Exercise goal – Transcribe the records below exactly as written, from the opening line through the line that contains "width:22px; height:22px; translate:-50%".

^^^^^^^^^^^^^^^^

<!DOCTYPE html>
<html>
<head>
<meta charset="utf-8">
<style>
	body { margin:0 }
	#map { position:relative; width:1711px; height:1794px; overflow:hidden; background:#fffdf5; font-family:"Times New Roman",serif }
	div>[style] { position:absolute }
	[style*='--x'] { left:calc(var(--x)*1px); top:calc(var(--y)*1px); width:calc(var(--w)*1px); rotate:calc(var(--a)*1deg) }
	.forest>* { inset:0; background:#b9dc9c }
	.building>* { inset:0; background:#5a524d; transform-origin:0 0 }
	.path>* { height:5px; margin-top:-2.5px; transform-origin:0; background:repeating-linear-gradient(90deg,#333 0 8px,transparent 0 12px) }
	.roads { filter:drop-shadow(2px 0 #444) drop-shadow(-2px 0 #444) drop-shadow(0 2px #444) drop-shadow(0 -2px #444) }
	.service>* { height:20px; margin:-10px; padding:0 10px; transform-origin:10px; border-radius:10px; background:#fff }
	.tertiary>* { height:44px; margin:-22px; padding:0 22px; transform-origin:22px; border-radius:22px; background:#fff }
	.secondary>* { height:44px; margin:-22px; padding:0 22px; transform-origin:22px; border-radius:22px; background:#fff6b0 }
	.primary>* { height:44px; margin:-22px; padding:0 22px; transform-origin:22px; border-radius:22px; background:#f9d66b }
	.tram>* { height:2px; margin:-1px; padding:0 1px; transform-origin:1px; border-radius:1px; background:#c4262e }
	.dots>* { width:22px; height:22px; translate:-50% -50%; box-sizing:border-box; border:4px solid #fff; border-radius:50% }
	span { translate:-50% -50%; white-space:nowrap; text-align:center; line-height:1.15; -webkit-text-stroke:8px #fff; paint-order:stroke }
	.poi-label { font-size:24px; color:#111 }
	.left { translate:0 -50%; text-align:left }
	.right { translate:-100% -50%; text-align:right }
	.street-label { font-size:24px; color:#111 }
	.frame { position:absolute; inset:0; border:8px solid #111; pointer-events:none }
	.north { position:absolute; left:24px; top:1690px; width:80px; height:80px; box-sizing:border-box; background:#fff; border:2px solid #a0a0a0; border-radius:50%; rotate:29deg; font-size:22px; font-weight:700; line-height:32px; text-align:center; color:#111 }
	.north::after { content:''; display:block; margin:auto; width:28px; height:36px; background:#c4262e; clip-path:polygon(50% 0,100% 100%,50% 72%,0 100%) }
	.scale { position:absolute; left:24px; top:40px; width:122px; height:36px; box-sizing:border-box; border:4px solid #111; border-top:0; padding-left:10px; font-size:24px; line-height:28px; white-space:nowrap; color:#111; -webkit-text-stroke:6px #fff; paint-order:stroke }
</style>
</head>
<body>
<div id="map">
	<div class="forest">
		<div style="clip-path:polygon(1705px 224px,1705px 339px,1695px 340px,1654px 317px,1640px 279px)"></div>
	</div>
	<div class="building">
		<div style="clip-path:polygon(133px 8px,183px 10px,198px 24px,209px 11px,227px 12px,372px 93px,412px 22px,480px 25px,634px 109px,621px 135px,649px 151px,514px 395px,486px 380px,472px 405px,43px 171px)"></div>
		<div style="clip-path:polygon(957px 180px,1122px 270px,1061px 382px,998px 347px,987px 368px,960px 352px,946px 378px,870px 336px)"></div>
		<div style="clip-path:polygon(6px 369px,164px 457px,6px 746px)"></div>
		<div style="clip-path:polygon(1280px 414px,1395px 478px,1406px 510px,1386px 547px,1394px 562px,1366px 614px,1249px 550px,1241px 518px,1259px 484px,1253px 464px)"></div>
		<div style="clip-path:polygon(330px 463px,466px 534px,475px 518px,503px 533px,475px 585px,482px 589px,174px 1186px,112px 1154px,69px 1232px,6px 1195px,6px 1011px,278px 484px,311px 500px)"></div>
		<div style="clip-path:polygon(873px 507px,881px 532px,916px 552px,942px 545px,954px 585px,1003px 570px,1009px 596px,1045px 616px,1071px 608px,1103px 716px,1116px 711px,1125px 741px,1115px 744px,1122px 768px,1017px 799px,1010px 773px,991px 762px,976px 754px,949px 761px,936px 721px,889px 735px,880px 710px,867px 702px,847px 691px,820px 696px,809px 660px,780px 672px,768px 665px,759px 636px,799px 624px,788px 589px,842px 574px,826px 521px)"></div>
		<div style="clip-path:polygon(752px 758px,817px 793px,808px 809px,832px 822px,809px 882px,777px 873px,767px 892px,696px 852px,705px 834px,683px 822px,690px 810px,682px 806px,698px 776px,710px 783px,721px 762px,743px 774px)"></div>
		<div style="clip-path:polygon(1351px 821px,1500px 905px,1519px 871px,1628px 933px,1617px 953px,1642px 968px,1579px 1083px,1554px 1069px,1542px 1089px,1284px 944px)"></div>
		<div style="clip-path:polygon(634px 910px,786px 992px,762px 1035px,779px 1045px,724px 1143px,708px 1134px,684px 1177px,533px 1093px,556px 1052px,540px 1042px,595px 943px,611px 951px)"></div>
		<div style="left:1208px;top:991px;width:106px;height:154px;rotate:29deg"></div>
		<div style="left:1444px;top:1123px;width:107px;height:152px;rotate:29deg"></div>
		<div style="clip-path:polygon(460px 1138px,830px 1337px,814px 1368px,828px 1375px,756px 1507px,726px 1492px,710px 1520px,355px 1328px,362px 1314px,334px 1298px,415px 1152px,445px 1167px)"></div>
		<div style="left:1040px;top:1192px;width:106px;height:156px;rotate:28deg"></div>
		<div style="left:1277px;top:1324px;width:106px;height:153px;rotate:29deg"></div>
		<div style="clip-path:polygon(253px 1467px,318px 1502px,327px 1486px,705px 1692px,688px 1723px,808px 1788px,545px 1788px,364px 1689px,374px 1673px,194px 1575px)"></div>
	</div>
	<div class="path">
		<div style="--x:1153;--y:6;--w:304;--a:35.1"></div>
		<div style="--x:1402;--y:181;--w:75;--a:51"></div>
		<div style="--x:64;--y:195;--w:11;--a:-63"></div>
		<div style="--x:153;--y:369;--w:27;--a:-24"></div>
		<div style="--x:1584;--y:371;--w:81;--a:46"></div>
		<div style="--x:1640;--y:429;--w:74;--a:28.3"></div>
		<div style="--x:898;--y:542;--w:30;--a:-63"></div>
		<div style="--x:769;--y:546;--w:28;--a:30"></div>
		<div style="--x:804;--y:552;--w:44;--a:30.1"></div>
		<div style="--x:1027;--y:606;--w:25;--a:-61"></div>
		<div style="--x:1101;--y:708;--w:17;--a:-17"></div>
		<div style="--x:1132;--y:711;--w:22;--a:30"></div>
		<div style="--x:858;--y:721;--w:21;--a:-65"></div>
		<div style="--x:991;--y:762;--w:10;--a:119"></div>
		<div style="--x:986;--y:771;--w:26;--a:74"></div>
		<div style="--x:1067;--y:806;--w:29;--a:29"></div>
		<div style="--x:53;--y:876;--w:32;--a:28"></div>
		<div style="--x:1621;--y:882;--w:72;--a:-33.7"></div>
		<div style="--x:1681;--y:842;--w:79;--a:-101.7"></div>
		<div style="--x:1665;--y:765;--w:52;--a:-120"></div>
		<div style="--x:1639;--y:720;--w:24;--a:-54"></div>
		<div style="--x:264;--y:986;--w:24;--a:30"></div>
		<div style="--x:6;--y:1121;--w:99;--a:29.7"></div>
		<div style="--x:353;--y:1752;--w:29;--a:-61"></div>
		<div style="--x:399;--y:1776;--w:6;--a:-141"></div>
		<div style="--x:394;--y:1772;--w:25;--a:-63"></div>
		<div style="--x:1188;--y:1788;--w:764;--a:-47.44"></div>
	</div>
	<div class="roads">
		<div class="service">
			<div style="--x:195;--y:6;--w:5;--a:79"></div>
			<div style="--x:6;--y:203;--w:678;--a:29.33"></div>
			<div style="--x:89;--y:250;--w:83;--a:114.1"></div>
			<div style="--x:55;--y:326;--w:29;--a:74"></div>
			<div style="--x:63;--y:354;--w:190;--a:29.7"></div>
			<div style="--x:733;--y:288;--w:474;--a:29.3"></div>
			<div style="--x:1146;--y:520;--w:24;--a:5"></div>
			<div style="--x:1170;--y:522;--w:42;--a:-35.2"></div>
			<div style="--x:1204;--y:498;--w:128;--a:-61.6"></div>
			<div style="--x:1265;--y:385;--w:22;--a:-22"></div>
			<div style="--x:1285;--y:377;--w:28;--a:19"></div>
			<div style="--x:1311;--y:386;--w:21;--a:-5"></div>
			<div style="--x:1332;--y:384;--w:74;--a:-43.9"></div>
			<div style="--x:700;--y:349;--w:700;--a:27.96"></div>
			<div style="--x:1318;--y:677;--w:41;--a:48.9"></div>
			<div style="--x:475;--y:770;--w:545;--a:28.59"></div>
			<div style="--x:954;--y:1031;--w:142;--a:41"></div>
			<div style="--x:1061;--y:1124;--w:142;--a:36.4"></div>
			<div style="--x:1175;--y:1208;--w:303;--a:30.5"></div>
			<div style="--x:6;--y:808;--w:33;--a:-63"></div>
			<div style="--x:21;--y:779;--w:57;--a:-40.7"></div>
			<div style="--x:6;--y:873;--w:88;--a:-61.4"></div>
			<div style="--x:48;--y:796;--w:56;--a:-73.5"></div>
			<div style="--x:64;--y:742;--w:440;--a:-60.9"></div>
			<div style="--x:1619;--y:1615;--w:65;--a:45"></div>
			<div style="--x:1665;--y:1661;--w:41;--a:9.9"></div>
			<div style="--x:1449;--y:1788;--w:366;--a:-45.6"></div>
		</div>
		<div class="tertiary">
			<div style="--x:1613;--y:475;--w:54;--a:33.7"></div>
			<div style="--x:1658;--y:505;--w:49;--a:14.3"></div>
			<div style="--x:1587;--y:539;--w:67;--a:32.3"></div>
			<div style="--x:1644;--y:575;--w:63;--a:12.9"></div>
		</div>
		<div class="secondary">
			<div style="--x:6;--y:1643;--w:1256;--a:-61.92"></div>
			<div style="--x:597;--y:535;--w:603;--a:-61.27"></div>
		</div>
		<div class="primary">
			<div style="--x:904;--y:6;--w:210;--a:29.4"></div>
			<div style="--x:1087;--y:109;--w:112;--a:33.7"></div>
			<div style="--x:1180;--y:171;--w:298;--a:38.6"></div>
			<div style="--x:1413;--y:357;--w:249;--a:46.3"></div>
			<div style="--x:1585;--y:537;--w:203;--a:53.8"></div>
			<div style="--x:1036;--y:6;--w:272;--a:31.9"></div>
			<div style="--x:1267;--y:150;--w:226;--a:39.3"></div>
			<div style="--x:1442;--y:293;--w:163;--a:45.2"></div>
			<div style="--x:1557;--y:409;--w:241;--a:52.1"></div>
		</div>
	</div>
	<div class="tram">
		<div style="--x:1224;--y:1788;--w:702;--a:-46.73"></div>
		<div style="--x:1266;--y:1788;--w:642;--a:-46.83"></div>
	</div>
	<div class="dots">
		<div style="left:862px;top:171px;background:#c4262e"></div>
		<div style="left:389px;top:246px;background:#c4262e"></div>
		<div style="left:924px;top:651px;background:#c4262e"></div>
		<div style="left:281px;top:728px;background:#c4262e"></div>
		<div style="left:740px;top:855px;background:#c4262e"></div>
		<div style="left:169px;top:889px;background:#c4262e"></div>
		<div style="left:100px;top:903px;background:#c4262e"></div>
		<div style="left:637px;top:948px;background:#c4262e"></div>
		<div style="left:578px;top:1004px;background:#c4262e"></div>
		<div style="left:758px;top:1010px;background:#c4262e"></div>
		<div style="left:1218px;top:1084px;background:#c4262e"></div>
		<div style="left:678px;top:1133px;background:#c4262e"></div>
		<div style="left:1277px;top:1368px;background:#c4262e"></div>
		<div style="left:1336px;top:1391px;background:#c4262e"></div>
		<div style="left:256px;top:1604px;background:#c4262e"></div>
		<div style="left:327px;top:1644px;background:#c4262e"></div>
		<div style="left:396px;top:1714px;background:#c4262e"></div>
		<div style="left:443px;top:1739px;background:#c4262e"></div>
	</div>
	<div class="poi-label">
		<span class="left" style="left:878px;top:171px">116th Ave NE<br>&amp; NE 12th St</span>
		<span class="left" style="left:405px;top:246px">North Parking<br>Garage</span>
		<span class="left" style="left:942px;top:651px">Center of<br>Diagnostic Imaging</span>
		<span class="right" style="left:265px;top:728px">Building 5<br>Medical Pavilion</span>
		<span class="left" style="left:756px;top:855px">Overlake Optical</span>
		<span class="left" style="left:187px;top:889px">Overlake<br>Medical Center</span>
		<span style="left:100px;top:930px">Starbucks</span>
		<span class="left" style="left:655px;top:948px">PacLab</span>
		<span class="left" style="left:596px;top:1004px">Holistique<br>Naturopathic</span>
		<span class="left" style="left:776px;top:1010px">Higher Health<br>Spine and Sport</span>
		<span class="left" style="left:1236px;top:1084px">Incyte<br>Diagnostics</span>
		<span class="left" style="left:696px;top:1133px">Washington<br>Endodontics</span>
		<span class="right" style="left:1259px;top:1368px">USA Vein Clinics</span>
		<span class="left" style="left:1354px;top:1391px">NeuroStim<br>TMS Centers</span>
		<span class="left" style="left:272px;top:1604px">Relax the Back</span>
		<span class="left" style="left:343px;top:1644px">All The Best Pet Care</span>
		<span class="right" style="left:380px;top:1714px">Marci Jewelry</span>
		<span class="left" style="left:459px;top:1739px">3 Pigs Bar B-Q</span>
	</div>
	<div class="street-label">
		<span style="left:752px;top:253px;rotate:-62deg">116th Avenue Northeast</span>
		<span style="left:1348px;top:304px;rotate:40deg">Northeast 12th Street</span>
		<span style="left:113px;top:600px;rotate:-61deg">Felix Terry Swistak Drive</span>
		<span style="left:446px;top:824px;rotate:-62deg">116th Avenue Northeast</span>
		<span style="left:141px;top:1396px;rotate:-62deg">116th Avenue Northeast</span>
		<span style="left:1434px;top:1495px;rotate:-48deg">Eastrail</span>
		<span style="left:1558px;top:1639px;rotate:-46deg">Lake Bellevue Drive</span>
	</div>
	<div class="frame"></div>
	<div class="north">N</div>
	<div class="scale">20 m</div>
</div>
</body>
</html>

^^^^^^^^^^^^^^^^

Response area –
<!DOCTYPE html>
<html>
<head>
<meta charset="utf-8">
<style>
	body { margin:0 }
	#map { position:relative; width:1711px; height:1794px; overflow:hidden; background:#fffdf5; font-family:"Times New Roman",serif }
	div>[style] { position:absolute }
	[style*='--x'] { left:calc(var(--x)*1px); top:calc(var(--y)*1px); width:calc(var(--w)*1px); rotate:calc(var(--a)*1deg) }
	.forest>* { inset:0; background:#b9dc9c }
	.building>* { inset:0; background:#5a524d; transform-origin:0 0 }
	.path>* { height:5px; margin-top:-2.5px; transform-origin:0; background:repeating-linear-gradient(90deg,#333 0 8px,transparent 0 12px) }
	.roads { filter:drop-shadow(2px 0 #444) drop-shadow(-2px 0 #444) drop-shadow(0 2px #444) drop-shadow(0 -2px #444) }
	.service>* { height:20px; margin:-10px; padding:0 10px; transform-origin:10px; border-radius:10px; background:#fff }
	.tertiary>* { height:44px; margin:-22px; padding:0 22px; transform-origin:22px; border-radius:22px; background:#fff }
	.secondary>* { height:44px; margin:-22px; padding:0 22px; transform-origin:22px; border-radius:22px; background:#fff6b0 }
	.primary>* { height:44px; margin:-22px; padding:0 22px; transform-origin:22px; border-radius:22px; background:#f9d66b }
	.tram>* { height:2px; margin:-1px; padding:0 1px; transform-origin:1px; border-radius:1px; background:#c4262e }
	.dots>* { width:22px; height:22px; translate:-50% -50%; box-sizing:border-box; border:4px solid #fff; border-radius:50% }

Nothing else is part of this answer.